*Instructions to follow*
In the entries below, every line that contains "Rodizio" must be located and copied.

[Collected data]
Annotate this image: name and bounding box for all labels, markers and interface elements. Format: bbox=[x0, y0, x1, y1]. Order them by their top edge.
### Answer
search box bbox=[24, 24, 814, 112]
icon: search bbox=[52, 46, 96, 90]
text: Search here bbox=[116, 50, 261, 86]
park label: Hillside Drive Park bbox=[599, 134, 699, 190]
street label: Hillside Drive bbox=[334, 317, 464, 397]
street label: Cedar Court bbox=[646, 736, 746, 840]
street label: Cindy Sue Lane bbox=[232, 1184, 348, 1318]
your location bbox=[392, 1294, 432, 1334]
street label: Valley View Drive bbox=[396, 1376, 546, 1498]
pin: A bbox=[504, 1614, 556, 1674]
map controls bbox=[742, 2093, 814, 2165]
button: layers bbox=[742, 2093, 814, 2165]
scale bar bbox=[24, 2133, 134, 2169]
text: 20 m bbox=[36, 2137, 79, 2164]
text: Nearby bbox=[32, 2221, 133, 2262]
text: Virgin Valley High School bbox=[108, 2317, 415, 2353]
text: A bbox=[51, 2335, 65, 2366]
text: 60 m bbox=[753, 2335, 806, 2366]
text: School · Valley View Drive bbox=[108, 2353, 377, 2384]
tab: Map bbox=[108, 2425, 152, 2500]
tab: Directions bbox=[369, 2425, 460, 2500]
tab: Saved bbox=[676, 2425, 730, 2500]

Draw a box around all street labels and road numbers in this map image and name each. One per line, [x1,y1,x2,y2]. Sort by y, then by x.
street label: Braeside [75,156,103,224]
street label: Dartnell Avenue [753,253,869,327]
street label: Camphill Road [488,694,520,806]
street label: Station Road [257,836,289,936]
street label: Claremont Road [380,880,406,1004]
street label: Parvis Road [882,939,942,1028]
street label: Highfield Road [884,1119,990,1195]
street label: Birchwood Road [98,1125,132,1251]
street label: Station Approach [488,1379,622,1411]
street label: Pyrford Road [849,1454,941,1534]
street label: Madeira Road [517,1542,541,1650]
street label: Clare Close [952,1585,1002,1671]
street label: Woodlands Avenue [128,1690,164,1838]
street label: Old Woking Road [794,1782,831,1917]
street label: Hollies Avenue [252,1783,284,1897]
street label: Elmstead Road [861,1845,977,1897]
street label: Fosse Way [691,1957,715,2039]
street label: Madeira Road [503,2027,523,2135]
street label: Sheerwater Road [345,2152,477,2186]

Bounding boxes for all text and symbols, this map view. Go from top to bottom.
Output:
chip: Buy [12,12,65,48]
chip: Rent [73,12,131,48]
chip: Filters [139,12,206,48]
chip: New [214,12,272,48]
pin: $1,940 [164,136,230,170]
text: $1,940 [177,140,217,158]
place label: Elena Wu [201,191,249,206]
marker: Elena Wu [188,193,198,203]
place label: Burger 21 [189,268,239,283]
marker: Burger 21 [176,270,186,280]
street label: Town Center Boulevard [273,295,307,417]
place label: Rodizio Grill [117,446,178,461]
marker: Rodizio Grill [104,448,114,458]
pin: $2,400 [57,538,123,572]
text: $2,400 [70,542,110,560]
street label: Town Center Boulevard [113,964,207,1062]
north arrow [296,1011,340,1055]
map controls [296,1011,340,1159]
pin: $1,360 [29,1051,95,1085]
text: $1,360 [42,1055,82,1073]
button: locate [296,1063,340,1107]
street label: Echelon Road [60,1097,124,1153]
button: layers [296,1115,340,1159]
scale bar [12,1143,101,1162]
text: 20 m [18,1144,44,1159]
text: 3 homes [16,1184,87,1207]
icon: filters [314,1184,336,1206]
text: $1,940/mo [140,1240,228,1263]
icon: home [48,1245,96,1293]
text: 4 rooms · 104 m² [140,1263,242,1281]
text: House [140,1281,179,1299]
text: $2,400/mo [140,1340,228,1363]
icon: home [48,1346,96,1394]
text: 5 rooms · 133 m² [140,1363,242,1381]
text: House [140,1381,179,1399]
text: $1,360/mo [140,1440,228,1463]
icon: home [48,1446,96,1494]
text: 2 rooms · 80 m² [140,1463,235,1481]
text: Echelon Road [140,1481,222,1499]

*Answer for the task*
place label: Rodizio Grill [117,446,178,461]
marker: Rodizio Grill [104,448,114,458]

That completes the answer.